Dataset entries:
□ □ □ □

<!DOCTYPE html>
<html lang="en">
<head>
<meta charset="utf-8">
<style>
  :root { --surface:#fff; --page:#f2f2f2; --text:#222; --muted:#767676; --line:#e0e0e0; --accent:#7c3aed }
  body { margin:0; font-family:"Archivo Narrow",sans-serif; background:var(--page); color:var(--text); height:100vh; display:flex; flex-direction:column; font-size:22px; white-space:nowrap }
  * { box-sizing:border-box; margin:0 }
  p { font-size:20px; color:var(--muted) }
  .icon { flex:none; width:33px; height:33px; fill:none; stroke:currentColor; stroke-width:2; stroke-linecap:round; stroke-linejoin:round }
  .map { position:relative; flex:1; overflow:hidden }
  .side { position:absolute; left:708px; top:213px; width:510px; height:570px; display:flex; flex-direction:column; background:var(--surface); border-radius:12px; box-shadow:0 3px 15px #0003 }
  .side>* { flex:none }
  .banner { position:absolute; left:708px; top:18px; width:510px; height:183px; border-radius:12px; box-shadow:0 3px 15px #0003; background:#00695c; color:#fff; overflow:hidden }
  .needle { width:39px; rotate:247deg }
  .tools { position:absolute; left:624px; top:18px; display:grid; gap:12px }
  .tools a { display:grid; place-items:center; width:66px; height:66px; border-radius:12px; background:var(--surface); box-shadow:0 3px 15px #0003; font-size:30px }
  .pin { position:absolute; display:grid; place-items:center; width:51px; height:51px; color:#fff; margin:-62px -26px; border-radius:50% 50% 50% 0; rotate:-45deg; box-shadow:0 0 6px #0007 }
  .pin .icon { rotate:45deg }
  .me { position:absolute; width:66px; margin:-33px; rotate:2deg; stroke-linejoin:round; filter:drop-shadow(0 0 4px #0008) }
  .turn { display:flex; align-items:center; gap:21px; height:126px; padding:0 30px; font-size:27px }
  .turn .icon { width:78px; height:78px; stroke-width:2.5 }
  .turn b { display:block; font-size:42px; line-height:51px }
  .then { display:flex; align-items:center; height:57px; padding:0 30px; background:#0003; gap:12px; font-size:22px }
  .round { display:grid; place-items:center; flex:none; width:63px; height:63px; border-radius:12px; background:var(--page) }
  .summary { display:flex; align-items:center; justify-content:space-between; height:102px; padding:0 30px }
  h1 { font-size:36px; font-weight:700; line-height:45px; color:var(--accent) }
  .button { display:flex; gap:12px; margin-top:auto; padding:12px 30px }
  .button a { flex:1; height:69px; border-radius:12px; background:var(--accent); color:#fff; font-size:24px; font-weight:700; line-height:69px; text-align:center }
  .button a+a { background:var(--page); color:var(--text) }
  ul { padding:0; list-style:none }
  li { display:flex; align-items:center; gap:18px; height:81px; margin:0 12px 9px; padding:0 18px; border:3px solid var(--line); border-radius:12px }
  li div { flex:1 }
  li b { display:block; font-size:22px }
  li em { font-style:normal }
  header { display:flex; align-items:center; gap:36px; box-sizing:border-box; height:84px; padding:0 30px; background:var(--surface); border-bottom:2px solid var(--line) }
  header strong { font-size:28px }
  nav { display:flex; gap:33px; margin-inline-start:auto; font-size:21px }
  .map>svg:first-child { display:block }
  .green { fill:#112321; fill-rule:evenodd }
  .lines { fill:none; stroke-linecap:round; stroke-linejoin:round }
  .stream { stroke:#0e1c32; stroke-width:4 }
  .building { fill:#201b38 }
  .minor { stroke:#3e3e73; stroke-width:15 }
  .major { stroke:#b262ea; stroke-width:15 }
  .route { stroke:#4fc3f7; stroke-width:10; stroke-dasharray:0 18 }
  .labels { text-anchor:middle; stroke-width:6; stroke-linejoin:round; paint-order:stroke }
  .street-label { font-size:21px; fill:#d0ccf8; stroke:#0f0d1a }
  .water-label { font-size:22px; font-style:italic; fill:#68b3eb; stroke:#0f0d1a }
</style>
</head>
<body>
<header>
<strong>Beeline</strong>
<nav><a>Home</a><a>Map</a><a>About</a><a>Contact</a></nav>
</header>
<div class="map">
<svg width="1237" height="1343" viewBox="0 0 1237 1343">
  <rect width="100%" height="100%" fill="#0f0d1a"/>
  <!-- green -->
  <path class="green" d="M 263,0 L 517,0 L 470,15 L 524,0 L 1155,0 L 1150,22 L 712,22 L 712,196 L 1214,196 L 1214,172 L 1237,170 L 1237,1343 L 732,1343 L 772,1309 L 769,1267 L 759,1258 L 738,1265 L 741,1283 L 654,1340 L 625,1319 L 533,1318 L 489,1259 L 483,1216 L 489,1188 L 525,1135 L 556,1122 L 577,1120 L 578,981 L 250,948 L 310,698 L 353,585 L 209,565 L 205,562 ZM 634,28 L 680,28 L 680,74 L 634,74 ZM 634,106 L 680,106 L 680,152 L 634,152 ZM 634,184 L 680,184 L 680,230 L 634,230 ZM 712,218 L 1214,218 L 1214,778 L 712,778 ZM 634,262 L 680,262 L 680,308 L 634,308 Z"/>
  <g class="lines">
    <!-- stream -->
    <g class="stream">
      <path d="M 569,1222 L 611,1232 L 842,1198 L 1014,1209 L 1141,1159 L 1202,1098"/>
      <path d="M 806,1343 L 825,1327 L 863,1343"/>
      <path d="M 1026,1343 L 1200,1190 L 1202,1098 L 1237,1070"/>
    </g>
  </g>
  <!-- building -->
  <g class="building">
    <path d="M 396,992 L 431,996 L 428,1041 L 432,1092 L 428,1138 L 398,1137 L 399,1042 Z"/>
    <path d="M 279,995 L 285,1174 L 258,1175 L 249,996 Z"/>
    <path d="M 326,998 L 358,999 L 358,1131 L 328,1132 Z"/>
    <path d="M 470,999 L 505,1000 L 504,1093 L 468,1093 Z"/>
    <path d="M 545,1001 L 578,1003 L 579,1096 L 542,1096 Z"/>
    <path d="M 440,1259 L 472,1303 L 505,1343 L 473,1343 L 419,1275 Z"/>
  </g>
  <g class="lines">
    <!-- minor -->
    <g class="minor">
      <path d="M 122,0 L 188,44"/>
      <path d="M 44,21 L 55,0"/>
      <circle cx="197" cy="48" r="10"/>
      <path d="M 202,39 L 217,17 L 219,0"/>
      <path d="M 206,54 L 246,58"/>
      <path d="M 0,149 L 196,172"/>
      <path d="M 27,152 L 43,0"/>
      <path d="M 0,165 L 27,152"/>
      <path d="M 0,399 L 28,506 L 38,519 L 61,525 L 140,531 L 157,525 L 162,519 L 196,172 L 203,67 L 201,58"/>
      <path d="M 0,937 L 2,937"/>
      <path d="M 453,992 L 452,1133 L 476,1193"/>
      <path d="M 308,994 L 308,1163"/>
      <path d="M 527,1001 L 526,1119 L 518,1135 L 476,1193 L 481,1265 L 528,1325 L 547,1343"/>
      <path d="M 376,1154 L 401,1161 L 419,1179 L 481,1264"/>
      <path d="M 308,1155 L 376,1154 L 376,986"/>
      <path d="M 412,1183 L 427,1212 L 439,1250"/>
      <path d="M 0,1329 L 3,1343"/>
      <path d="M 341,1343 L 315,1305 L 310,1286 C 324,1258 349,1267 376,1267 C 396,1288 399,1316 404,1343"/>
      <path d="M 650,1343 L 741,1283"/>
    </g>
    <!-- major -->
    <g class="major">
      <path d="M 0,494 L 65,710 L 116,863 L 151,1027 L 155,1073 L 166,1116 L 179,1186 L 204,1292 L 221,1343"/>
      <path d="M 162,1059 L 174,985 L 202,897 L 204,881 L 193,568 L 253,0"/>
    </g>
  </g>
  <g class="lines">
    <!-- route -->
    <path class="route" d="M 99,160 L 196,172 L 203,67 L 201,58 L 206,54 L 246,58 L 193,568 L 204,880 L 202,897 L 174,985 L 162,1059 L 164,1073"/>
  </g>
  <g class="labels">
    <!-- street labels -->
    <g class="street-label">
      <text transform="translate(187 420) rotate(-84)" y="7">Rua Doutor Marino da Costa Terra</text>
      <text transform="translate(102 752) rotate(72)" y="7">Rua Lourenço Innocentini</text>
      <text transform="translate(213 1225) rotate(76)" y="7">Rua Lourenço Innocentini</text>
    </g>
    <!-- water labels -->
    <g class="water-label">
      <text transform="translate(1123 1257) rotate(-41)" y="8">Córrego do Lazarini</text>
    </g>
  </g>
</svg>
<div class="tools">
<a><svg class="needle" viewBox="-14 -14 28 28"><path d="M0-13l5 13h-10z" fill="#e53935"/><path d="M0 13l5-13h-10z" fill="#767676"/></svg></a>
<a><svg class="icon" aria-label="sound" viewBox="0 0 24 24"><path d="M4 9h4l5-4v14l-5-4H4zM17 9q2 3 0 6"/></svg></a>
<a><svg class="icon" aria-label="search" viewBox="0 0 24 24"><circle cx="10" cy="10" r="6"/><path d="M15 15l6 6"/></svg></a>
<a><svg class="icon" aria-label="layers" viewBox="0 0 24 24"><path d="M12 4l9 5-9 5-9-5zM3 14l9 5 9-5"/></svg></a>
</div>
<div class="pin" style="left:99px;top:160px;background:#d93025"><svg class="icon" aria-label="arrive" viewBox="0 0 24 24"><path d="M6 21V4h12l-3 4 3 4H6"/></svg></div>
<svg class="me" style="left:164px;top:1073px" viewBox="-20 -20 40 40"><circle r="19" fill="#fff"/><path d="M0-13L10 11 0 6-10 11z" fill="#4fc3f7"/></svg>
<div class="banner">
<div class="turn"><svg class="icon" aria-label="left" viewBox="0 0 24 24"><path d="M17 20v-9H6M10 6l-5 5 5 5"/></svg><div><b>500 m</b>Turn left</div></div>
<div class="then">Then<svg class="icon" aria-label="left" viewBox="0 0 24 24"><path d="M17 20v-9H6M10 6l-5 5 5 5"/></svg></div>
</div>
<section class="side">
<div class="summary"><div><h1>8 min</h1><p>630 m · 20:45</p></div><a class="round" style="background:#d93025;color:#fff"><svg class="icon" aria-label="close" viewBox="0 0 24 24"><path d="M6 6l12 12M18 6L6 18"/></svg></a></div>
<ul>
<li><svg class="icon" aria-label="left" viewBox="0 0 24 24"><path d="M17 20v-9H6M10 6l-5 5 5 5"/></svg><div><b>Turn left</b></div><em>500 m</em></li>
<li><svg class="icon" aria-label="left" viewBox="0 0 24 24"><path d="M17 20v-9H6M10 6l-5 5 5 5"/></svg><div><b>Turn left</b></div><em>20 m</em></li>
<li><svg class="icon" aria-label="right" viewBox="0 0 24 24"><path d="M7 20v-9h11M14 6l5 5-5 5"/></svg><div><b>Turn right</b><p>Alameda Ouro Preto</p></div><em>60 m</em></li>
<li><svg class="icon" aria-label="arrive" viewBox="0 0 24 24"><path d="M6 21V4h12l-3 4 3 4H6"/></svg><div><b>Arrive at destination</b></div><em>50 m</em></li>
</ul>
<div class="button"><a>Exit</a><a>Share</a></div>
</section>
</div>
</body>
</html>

□ □ □ □

■ Exercise: Pull together all lines from the data that mention the word "body".

■ Your response:
  body { margin:0; font-family:"Archivo Narrow",sans-serif; background:var(--page); color:var(--text); height:100vh; display:flex; flex-direction:column; font-size:22px; white-space:nowrap }
<body>
</body>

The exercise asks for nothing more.